Let’s denote this “generalized” divergence as $D^f_{y \sim \at{\BY}{\BX=x}}\b{\cdot}$ and bravely define

\[ D_f\bpaco{\BY'}{\BX'}{\BY}{\BX} \ce \E_{x \sim \BX}\b{D^f_{y \sim \at{\BY}{\BX=x}}\b{\phi(x,y)}} \]

in order to get the chain rule

\[ D_f\bpa{\BX',\BY'}{\BX,\BY} = D_f\bpa{\BX'}{\BX} + D_f\bpaco{\BY'}{\BX'}{\BY}{\BX}. \]

Properties

  • When $\BX$ and $\BX'$ are the same variable, $D^f_{y \sim \at{\BY}{\BX=x}}\b{\phi(x,y)} = D_f\bpa{\at{\BY'}{\BX=x}}{\at{\BY}{\BX=x}}$, so the conditional divergence coincides with the intuitive definition, though both are equal to the joint divergence $D_f\bpa{\BX,\BY'}{\BX,\BY}$.
  • For information divergence, we can verify that $\E_{x \sim \BX}\b{D^f_{y \sim \at{\BY}{\BX=x}}\b{\phi(x,y)}} = \E_{(x,y) \sim (\BX',\BY')}\b{\log\frac{\Pr\bco{\BY'=y}{\BX'=x}}{\Pr\bco{\BY=y}{\BX = x}}}$, so it coincides the intuitive definition if we make the choice to sample $x$ from the posterior $\BX'$.6
  • For $\chi^2$-divergence, the chain rule we get is exactly the chain rule of variance applied to the random variable $\phi(\BX,\BY)$.

Mixtures and convexity

In general $D_f\bpaco{\BY'}{\BX'}{\BY}{\BX}$ is sometimes bigger and sometimes smaller than $D_f\bpa{\BY'}{\BY}$. But when $\BX$ and $\BX'$ are the same variable, since adding data only increases entropy, we have

\[ D_f\bpa{\BY'}{\BY} \le D_f\bpa{\BX,\BY'}{\BX,\BY} = D_f\bpaco{\BY'}{\BX}{\BY}{\BX}, \]
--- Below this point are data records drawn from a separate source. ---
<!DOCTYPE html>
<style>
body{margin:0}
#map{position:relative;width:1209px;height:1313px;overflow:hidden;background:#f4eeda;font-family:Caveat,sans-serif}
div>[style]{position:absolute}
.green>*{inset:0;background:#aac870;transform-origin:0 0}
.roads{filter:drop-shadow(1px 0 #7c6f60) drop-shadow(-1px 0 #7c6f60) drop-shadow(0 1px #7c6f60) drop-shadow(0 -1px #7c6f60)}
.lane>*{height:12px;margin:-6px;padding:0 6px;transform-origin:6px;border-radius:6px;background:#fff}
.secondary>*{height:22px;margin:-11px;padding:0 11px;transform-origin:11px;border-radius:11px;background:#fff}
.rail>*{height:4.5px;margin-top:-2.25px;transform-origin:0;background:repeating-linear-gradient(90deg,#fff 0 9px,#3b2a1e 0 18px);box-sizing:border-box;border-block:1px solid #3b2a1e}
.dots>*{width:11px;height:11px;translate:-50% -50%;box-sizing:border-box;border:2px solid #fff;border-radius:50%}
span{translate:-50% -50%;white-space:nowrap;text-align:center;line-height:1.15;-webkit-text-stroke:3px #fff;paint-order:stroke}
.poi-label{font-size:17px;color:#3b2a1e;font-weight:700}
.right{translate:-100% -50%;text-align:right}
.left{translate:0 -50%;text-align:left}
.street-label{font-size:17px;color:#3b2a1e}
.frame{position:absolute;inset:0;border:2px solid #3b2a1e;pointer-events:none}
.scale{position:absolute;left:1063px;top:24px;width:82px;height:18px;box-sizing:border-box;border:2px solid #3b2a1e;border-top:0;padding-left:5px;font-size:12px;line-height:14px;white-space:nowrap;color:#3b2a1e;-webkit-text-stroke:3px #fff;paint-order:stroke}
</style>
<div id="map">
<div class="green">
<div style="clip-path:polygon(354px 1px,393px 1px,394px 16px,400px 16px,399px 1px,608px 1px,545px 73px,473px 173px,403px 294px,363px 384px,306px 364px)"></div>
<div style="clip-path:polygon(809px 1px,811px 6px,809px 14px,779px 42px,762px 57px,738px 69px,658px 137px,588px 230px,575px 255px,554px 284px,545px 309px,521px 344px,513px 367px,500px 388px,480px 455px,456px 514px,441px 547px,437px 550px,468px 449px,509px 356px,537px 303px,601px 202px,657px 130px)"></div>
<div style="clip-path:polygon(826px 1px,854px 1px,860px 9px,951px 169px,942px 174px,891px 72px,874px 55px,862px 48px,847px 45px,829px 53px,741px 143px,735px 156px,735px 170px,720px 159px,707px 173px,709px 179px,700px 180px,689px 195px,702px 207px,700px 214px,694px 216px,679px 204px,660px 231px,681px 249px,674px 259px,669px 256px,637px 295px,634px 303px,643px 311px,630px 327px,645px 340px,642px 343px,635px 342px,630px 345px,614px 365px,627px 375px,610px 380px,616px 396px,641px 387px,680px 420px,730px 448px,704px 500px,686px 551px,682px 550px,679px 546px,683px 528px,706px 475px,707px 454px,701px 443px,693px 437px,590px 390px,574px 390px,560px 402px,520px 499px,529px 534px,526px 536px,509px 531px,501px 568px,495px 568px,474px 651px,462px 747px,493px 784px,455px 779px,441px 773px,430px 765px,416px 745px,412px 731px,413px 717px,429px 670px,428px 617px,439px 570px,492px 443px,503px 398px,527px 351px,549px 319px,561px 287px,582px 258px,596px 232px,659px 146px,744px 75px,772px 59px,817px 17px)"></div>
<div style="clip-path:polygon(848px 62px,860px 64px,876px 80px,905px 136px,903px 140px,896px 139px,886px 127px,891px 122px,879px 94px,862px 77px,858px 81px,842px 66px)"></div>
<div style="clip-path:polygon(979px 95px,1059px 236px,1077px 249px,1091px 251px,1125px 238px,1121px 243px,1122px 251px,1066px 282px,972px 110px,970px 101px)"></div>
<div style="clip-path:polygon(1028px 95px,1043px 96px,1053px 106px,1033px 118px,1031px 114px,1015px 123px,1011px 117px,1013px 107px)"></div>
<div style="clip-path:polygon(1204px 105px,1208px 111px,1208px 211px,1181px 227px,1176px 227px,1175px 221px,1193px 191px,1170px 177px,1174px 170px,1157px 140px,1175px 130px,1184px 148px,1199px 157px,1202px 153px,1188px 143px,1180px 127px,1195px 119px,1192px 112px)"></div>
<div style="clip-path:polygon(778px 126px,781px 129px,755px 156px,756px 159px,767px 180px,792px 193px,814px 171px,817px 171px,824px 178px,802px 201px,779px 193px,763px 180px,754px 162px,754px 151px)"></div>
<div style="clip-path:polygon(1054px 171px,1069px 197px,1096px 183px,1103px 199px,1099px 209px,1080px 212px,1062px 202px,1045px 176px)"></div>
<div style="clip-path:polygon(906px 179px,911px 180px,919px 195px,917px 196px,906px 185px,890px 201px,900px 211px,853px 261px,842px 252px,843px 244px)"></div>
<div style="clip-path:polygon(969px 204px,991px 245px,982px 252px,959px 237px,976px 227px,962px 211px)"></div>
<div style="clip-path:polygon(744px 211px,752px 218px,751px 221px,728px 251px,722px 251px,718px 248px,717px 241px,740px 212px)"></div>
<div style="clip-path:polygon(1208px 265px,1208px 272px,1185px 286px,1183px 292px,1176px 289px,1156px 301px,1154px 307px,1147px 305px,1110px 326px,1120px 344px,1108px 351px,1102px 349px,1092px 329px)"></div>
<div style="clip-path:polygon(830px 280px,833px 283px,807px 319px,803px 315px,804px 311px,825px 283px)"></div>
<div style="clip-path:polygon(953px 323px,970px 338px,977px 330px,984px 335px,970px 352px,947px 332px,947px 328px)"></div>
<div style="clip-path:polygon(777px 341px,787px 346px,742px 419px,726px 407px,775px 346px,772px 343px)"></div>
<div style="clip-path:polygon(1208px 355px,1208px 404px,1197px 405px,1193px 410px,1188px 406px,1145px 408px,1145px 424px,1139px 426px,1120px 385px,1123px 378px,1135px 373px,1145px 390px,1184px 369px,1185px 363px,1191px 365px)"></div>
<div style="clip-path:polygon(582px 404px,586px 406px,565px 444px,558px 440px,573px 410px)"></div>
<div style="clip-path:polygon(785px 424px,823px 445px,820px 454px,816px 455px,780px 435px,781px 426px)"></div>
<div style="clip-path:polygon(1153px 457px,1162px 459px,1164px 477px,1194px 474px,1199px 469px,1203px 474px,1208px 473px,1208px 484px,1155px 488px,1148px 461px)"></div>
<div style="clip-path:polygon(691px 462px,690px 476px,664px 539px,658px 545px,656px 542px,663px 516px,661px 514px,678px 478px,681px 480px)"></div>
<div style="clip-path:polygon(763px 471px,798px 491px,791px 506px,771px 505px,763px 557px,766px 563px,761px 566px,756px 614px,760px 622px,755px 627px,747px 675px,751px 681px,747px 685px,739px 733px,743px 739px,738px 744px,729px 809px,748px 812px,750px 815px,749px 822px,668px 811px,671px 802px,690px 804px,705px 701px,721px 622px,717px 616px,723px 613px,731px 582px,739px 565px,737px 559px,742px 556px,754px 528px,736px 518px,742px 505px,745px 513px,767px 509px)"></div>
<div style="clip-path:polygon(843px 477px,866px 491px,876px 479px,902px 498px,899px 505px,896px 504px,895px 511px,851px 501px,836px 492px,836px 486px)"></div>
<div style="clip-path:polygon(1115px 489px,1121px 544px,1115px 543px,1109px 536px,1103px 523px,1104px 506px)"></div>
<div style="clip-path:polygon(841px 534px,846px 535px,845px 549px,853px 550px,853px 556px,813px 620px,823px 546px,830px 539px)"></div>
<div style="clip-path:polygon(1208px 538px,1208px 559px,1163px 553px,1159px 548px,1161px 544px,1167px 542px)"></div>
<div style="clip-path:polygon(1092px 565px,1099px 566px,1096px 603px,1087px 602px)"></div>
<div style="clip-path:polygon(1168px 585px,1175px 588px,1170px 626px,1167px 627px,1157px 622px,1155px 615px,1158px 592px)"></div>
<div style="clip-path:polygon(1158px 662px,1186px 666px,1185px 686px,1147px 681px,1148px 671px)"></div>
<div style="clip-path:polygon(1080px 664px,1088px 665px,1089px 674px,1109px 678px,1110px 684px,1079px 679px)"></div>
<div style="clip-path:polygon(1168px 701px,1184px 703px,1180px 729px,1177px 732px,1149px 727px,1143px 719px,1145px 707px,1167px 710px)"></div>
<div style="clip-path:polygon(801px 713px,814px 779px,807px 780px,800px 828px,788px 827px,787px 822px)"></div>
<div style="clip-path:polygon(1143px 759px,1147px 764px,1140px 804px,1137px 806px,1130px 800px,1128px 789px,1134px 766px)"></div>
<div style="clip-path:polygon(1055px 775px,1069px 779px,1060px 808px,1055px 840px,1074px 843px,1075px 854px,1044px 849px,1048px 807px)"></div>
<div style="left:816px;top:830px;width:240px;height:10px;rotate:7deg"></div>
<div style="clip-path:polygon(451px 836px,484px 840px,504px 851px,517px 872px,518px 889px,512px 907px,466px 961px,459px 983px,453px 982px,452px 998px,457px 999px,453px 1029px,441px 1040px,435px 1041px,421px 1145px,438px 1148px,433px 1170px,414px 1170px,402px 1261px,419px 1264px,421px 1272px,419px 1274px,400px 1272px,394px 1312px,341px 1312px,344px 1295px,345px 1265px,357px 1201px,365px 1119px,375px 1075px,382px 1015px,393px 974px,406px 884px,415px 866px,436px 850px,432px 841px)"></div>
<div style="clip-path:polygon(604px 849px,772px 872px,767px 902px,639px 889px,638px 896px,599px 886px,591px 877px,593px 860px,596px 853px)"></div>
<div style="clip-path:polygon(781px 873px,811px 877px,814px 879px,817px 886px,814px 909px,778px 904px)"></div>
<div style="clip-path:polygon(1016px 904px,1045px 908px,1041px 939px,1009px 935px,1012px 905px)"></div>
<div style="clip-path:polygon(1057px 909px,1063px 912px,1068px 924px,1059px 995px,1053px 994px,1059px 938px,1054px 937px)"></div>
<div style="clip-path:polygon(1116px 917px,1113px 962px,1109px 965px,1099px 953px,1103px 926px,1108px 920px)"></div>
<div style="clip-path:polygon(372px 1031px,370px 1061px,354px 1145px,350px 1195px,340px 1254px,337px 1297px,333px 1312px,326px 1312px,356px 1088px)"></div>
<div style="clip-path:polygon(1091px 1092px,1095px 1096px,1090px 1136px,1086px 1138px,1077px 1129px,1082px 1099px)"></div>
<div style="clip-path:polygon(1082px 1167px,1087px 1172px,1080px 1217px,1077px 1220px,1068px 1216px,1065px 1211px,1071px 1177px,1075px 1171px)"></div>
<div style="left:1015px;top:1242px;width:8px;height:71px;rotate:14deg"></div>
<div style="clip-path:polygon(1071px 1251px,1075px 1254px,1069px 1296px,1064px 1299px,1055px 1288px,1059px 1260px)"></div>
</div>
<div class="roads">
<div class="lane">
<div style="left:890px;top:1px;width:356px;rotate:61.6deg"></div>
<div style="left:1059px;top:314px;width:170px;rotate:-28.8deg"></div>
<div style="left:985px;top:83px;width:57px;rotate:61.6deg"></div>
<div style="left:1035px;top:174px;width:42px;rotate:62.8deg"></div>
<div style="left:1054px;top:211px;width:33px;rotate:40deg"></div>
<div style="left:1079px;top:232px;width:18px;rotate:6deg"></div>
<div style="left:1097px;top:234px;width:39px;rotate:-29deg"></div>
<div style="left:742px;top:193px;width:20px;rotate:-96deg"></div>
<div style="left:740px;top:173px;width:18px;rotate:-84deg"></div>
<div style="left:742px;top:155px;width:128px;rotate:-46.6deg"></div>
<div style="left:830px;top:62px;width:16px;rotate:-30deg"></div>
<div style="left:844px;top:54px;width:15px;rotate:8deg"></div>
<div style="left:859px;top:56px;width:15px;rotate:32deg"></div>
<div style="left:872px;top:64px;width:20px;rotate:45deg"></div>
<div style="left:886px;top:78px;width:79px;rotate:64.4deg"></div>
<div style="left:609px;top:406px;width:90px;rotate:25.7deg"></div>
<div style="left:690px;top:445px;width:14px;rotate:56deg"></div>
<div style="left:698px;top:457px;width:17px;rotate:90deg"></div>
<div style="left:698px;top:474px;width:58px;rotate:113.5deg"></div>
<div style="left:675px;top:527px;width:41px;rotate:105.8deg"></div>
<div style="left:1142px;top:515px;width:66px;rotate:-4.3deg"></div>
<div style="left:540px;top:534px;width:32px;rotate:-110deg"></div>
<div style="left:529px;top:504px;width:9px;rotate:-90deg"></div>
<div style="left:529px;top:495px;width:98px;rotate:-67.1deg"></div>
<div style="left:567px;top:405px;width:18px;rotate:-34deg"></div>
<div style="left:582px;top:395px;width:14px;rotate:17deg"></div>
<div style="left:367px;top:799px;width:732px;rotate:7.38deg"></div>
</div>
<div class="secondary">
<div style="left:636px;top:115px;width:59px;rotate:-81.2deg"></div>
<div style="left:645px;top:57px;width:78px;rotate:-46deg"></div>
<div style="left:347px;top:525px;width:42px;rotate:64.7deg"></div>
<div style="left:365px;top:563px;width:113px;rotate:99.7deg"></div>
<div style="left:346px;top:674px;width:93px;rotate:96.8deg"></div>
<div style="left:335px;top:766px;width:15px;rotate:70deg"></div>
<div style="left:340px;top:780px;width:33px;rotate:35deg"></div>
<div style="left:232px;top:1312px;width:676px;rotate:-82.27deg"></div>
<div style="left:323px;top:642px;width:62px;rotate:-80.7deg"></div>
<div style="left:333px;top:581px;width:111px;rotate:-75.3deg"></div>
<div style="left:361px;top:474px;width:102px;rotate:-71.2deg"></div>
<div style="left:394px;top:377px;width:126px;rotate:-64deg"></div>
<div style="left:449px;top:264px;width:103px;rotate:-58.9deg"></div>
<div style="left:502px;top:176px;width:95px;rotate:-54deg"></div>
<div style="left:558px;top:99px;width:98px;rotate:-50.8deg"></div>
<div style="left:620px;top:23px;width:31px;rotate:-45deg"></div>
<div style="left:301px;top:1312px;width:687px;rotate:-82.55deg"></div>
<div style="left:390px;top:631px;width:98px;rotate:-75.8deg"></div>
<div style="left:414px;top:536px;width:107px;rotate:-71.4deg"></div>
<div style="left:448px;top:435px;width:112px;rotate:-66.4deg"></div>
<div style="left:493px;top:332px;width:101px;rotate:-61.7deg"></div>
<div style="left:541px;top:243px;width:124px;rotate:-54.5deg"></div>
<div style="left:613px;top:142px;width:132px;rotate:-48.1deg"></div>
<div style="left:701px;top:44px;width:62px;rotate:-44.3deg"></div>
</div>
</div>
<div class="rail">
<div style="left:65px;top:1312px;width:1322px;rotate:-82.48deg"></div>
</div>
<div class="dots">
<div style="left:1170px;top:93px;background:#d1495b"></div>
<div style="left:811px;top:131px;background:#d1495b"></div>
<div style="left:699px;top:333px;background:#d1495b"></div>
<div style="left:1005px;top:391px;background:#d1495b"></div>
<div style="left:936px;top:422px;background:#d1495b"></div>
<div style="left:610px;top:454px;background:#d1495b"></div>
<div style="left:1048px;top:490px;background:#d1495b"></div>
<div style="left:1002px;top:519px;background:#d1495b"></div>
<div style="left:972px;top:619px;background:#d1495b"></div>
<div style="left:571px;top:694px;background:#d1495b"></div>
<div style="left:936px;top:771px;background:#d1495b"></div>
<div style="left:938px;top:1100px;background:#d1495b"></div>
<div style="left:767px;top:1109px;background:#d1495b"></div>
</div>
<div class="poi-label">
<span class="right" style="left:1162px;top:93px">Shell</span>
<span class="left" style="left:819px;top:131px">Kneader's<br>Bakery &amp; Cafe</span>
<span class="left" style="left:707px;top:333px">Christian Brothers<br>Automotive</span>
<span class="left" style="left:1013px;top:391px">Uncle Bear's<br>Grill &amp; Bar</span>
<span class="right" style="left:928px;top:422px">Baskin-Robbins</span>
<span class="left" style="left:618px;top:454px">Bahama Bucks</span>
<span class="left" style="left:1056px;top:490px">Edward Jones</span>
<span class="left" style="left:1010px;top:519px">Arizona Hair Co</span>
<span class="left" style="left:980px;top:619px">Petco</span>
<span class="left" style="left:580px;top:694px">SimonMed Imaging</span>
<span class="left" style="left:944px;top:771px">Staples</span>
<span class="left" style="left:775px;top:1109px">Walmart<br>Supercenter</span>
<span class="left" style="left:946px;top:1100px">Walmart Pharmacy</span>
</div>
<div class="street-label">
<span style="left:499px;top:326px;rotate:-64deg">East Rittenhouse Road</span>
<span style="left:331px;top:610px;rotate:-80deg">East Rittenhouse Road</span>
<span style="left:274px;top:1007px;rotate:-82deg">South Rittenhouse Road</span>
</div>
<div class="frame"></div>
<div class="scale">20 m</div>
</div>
So conditioning by the same variable can only increase the divergence.

If we see $\BY$ and $\BY'$ as mixtures $\BY_{\BX}$ and $\BY'_\BX$ of the variables $\BY_x \ce \at{\BY}{\BX=x}$ and $\BY'_x \ce \at{\BY'}{\BX=x}$ weighted by $\BX$, then this is saying that ratio divergences are convex:

\[ \ub{D_f\bpa{\BY'_\BX}{\BY_\BX}}_\text{divergence of mixtures} \le \ub{\E_{x \sim \BX}\b{D_f\bpa{\BY'_x}{\BY_x}}}_\text{average of divergences}. \]

Assuming $f$ is strictly convex everywhere, I believe equality holds iff the relative density function $\f{\Pr\b{\BY'_x = y}}{\Pr\b{\BY_x= y}}$ is the same for each $x$ such that $\Pr\b{\BX=x} \ne 0$.

See also

  1. also known as $f$-divergences or $\fi$-divergences 

  2. And in fact, the $\chi^2$-divergence (defined below) is precisely the variance of the quantity $\f{Q(x)}{P(x)}$ over $x \sim P$

  3. In Power entropies and divergences, we define the power divergences without the $-1$ and raise them to the power $\f{1}{\alpha-1}$

  4. This happens when $Q$ is obtained by conditioning $P$ on some event $E$ that depends only on $x$ and has probability $P(E) = \f{1}{D}$. If $E$ is allowed to depend on variables other than $x$, then I think $D_f\ppa{Q}{P}$ will only be smaller in comparison. 

  5. You could also morally have written $\Theta\p{(t-1)^2}$ here since for any $C \ge 1$, the total variation distance is within a constant factor of a hypothetical $f$-divergence with $f(t) = \begin{cases}\abs{t-1}& \text{if } t \le C\\0&\text{otherwise}\end{cases}$ (even though such $f$ wouldn’t be convex). 

  6. My guess is that information divergence is the only divergence for which this happens.